Yeah, Yeah, Yeah

I heard “She Loves You” yesterday.  It was only the squintillionth time I’ve heard the Beatlemania-defining tune, which long ago receded into whatever part of my brain is reserved for songs I will still sing along to at 96, during my final days in a nursing home.

But this time was different.  Instead of bobbing almost unheard in the background, as familiar tunes often do, this time I heard it with almost cosmic clarity.  The joyful guitar licks, Ringo’s thumping drumming, the giddily optimistic lyrics — all came rushing back, as if hearing it for the first time ever.

In fact, I first heard “She Loves You” in the early spring of 1964.  I was not yet a teenager, but back in those pre-helicopter-parent days I enjoyed freedom today’s students only dream about.  I rode my bike wherever I wanted; my bazillion High Point Road friends and I played outside all afternoon, with no adults in sight, and when we were hungry we wandered into someone’s house and found food.

Everywhere I went, I carried my transistor radio.  It was laughably large compared to today’s teeny iPods, but as fifth graders who had just discovered rock ‘n’ roll, our lives demanded a soundtrack.  The Beatles, and so many other wannabe bands, provided it.

I thought of all this yesterday because the weather reminded me so much of the first time I heard “She Loves You.”  Winter was almost gone, but spring had not yet settled in.  Both times the afternoon was chilly, the wind gusting, but the world was also filled with something fresh, something cleansing, something to look forward to.

Back in 1964, the Beatles provided that breath of fresh air.  Now, 45 years later, half the band is dead.  We’re all a bit jaded; some of us are worried, a few even terrified.  But for 2 minutes yesterday, music and weather combined to take me back to a moment when anything — all things — seemed possible.

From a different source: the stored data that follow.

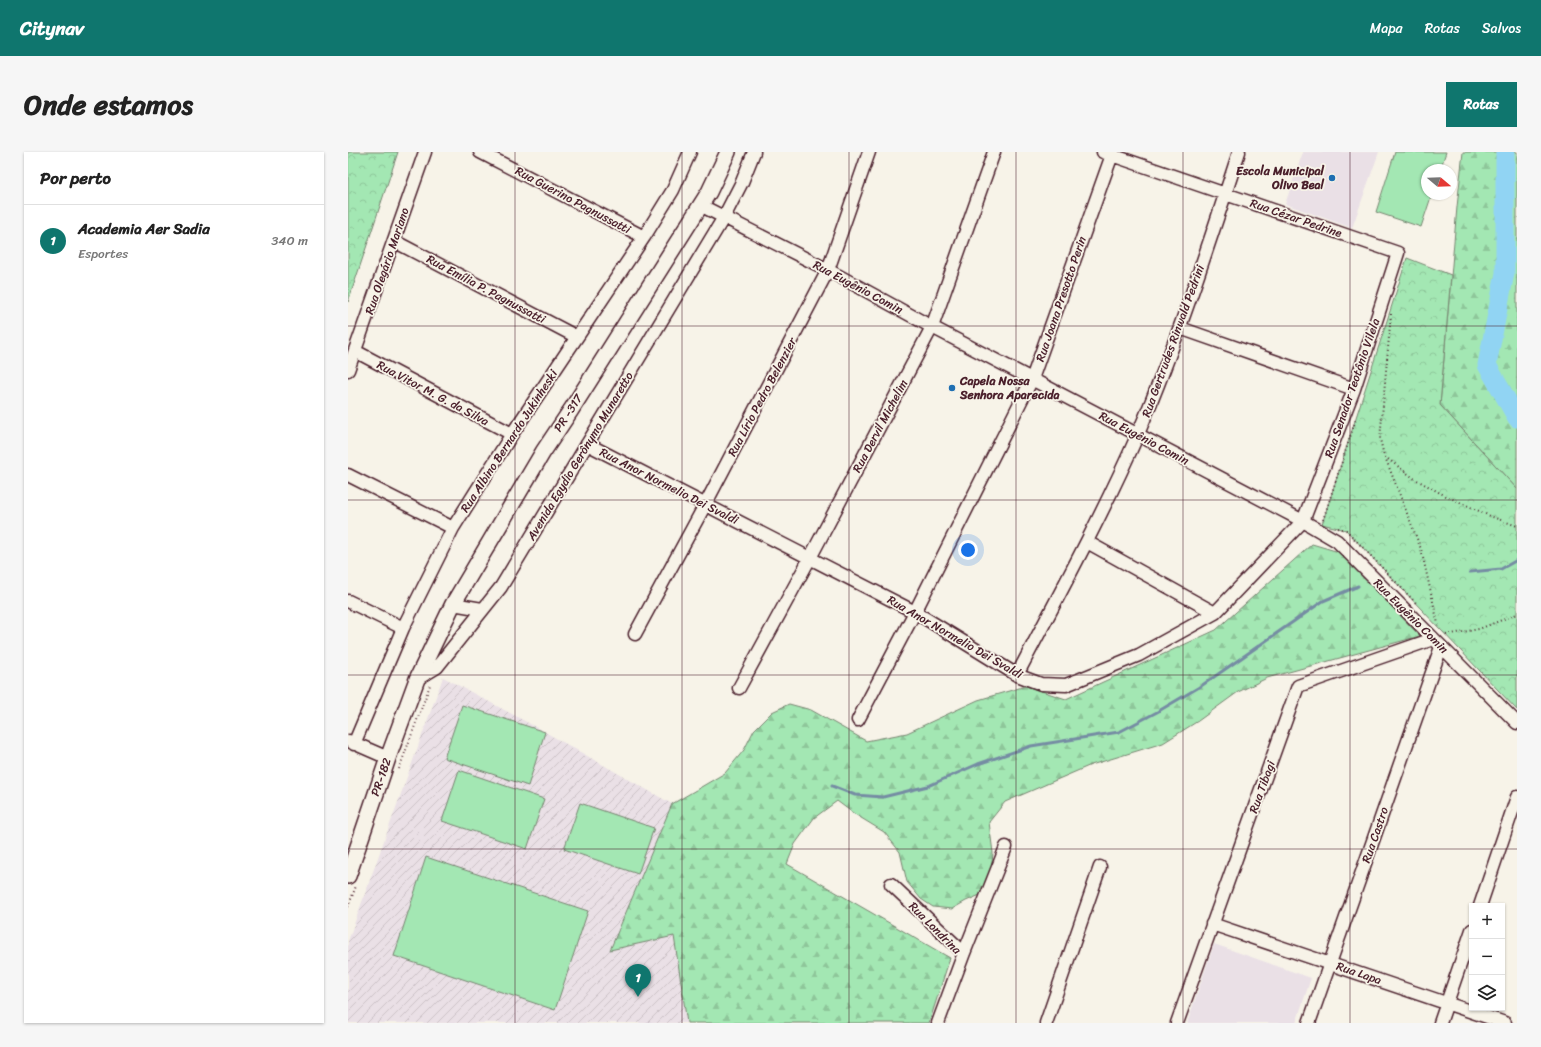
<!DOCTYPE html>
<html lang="pt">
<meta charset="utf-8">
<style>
:root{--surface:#fff;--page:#f6f6f6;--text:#222;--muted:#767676;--line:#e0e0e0;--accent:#0f766e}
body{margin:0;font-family:Sriracha,sans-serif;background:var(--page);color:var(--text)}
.controls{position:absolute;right:12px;bottom:12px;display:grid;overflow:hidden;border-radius:0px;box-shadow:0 1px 3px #0004}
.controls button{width:36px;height:36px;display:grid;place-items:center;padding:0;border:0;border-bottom:1px solid var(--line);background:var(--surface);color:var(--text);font:20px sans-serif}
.compass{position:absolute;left:1073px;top:12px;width:36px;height:36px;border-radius:50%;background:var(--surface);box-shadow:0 1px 3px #0004;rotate:109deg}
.you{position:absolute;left:620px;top:398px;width:14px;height:14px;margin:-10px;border:3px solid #fff;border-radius:50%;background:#1a73e8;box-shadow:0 0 0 6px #1a73e833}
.badge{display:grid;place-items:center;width:26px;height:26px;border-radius:50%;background:var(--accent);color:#fff;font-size:13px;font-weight:700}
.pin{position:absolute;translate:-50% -33px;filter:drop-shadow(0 1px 2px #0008)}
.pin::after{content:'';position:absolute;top:21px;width:14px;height:12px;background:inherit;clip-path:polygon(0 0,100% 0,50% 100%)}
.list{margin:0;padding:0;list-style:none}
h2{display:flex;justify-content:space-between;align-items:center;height:52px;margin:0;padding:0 16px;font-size:17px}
h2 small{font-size:13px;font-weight:400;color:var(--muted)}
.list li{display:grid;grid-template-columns:26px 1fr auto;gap:12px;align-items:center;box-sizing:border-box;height:72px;padding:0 16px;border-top:1px solid var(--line)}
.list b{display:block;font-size:15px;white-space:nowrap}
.list p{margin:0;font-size:13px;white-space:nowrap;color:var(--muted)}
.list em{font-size:13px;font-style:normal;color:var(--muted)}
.icon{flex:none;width:22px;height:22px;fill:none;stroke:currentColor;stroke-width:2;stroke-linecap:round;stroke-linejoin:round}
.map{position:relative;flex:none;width:1169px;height:871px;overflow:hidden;border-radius:0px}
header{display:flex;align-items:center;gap:24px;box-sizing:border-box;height:56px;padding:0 20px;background:var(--accent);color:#fff}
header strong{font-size:19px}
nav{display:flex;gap:22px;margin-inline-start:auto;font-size:14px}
.intro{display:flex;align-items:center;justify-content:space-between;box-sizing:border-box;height:96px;padding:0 24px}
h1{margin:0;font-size:28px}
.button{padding:10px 18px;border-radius:0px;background:var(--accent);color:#fff;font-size:14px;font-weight:700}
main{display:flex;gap:24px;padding:0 24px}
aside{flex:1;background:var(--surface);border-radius:0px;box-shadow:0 1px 3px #0004}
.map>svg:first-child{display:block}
.built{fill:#eae0e6}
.industrial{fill:url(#industrial-furrows)}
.forest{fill:url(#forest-firs);stroke:#76836f}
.park{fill:url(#park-crowns);stroke:#76836f}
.pitch{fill:#a3e7b3;stroke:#76836f}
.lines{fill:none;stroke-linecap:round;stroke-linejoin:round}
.stream{stroke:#758ca3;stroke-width:3}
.river{stroke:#91d4f3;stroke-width:19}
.minor-casing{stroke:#4a1f2b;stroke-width:15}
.major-casing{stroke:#4a1f2b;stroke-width:18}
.path{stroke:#4a1f2b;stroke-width:2;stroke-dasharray:1 3;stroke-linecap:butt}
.minor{stroke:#f7f3e8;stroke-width:12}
.major{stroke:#f7f3e8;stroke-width:15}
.grid{fill:none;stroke:#4a1f2b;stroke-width:1;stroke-opacity:0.55}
.poi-dot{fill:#1f6fb2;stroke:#f7f3e8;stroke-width:1.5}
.labels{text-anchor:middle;stroke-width:3.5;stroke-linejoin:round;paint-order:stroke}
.poi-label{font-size:12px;font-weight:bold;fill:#4a1f2b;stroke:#f7f3e8;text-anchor:end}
.street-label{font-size:12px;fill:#4a1f2b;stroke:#f7f3e8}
</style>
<header>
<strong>Citynav</strong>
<nav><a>Mapa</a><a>Rotas</a><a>Salvos</a></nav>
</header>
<div class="intro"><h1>Onde estamos</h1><a class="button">Rotas</a></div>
<main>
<aside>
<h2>Por perto<small></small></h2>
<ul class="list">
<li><span class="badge">1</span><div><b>Academia Aer Sadia</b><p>Esportes</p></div><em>340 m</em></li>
</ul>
</aside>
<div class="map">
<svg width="1169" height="871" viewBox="0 0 1169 871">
<defs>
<pattern id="industrial-furrows" width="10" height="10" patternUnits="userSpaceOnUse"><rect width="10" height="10" fill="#eae0e6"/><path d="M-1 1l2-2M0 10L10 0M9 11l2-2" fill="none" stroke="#cac0c5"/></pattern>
<pattern id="forest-firs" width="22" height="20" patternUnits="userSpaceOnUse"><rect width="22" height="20" fill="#a3e7b3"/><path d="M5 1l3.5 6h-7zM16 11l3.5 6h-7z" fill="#8ec69a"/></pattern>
<pattern id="park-crowns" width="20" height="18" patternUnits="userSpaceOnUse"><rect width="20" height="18" fill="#a3e7b3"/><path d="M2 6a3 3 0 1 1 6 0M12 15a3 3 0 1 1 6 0" fill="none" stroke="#8ec69a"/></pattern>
</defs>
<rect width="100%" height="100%" fill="#f7f3e8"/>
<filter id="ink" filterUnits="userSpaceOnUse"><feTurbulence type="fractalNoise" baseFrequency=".025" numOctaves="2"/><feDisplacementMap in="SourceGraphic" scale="8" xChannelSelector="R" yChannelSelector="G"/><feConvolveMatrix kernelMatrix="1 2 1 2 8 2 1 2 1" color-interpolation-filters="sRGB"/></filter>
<g filter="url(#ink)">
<!-- built -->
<path class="built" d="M955,0h76l-27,76 -67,-24z
M866,792l97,34 -15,45h-109z"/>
<!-- industrial -->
<path class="industrial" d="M95,525l102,55 127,72 -62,145 64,-13 13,87h-339v-82z"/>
<!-- forest -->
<path class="forest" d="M1115,0h54v337l-77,-84 17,-198z
M964,392l27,8 81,84 -153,42 -29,14 -40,29 -35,22 -72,22 -86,37 -16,20 4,31 -2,19 -11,23 -14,6 -14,8 -19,-2 -12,-8 -14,-17 -7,-30 -16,-20 -31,-19 -16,-12 -23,17 -19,26 -8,20 163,94 -21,65h-242l-13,-87 -64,14 62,-146 53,-31 19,-23 10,-20 18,-18 17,-8 22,6 55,31 41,-8 71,-33 48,-14 40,13 150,-69z"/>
<!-- park -->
<path class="park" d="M0,0h50l-50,150z
M1059,106l44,17 -11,130 77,84v221l-171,-180 -24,-6z"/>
<!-- pitch -->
<path class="pitch" d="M1047,0h51l-6,18h-13v24h5l-11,33 -45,-15z
M114,553l83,27 -17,54 -84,-28z
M111,618l85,29 -17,50 -85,-28z
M232,651l74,25 -16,46 -74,-25z
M78,705l162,54 -33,99 -161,-54z"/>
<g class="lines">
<!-- stream -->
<path class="stream" d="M1122,420l31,-3 16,-9
M484,634l23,9 28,2 45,-11 50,-22 53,-18 88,-14 38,-20 44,-26 122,-85 35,-15"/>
<!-- river -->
<path class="river" d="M1157,0v121l-18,92 30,53"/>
<!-- minor casing -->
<g class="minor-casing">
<path id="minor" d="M132,0l164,85
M352,53l128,65 104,57 371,194 34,20 180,182
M46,89l183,96
M832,176l174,61
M7,199l157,83
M0,218l77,-218
M239,292l328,168 102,63 24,9 25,1 73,-30 76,-42 88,-92 51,-132 44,-136 -295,-101
M0,323l105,53
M739,390l128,71
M0,449l55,27
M105,452l29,5
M287,482l70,-129 123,-235 41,-118
M669,523c42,-80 85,-159 121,-241 39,-92 70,-187 101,-282
M69,527l20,-12 64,-80 223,-370 18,-35 12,-30
M391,536l71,-130 122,-231 62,-175
M510,568l57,-108 117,-233 81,-227
M1,589l39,17
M6,592l49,-116 50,-100 59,-94 132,-197 29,-47 17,-38
M543,732l73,69 -26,70
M1132,754l37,-109
M864,772l293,99
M616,801l42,-106
M698,871l54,-156
M829,871l121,-337 135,-47
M961,871l132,-376
M1092,871l32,-93"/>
</g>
<!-- major casing -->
<g class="major-casing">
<path id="major" d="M0,724l40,-118 29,-79 36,-75 90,-152 28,-42 138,-218 19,-40"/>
</g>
<!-- path -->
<path class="path" d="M1043,162l-11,125 4,17 31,23 29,16 46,21 27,10
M1037,305l36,92 18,79
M975,368l33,-101
M990,376l8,2 70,73
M1098,483l33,-6 38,-15
M51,617l31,-84
M0,755l8,-21"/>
<!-- minor -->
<use href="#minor" class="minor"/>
<!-- major -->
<use href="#major" class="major"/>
</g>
</g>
<!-- grid -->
<path class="grid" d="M167,0v871M334,0v871M501,0v871M668,0v871M835,0v871M1002,0v871M0,174h1169M0,348h1169M0,523h1169M0,697h1169"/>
<!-- markers -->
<g class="poi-dot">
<circle cx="984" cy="26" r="4"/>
<circle cx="604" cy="236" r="4"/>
</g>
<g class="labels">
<!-- poi labels -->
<g class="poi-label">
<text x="976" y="23">Escola Municipal<tspan x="976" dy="14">Olivo Beal</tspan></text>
<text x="612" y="233" text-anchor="start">Capela Nossa<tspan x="612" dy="14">Senhora Aparecida</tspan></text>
</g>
<!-- street labels -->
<g class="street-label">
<text transform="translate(225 48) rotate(28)" y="4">Rua Guerino Pagnussatti</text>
<text transform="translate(948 66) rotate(19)" y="4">Rua Cézar Pedrine</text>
<text transform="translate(39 109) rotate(-71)" y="4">Rua Olegário Mariano</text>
<text transform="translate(510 135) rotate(28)" y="4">Rua Eugênio Comin</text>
<text transform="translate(138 137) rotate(28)" y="4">Rua Emília P. Pagnussatti</text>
<text transform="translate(713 147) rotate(-71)" y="4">Rua Joana Presotto Perin</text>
<text transform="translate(825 189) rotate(-70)" y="4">Rua Gertrudes Rinwald Pedrini</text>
<text transform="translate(1004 236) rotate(-71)" y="4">Rua Senador Teotônio Vilela</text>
<text transform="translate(85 241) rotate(28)" y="4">Rua Vitor M. G. da Silva</text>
<text transform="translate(414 245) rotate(-62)" y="4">Rua Lírio Pedro Belenzier</text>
<text transform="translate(220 261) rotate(-57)" y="4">PR -317</text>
<text transform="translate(532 274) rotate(-62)" y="4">Rua Dervil Michelim</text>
<text transform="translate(796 286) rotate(28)" y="4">Rua Eugênio Comin</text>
<text transform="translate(161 289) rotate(-57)" y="4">Rua Albino Bernardo Jukinheski</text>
<text transform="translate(232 304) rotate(-59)" y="4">Avenida Egydio Gerônymo Munaretto</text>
<text transform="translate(321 334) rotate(27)" y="4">Rua Anor Normelio Dei Svaldi</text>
<text transform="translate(1063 464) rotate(45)" y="4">Rua Eugênio Comin</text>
<text transform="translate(607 485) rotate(30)" y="4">Rua Anor Normelio Dei Svaldi</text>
<text transform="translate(33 625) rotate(-71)" y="4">PR-182</text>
<text transform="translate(914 635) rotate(-70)" y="4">Rua Tibagi</text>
<text transform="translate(1027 683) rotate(-71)" y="4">Rua Castro</text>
<text transform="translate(587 776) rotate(45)" y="4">Rua Londrina</text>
<text transform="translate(1011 821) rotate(19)" y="4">Rua Lapa</text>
</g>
</g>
</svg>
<div class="controls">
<button>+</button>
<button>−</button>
<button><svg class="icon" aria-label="layers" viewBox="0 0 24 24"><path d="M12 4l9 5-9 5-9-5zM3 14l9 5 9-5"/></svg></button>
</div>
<svg class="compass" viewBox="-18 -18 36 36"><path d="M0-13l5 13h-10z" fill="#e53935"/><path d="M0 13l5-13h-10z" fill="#767676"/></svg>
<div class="you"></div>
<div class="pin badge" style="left:290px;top:845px">1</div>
</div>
</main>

And you know that can’t be bad.

8 responses to “Yeah, Yeah, Yeah

  1. Were you too young, or too busy — to hang out at the Record Hunter?
    I remember all the kids who did…

    • I absolutely hung out at the Record Hunter. Jay Flaxman was a significant influence on my musical education. He introduced me to Phil Ochs, Tom Paxton, Richie Havens, and many other artists I still revere.

  2. Westport’s hippest moment. Talbot’s just doesn’t measure up…

  3. Judith Crowley

    I love it! I grew up on Robert Lane off Hogan Trail. We played ’til dark, chased the ice cream truck, had tag sales, traded clothes and toys and your article just brought back so many delicious memories of a great time to live in Westport. If you go down Hogan Trail today, it is as it was then. I take people down Hogan Trail to show them how all of Westport used to look.

  4. Paul Flaxman

    Hi Dan and Wendy – thanks for bringing me back to growing up in Westport. My Dad is doing well. He turns 80 tomorrow; I’ll be heading down to see him and will show him this thread. I used to ride my Schwinn stingray with the banana seat to my Dad’s store and, as you suggested Dan, we would just be on our own. Loved it. Thanks.

  5. Paul…..tell Jay that Wendy (then Gailmor) who worked at Remarkable remembers him with great affection. He was a dad to many floundering souls, and I saw it happen.

  6. Wendy, I’m sitting with my Dad right now and he has just read all this and has a big smile on his face. He remembers you well and very fondly. Thanks so much for your thoughts.

  7. But does he remember that I bought at least 20 copies of “Surrealistic Pillow” to give away?!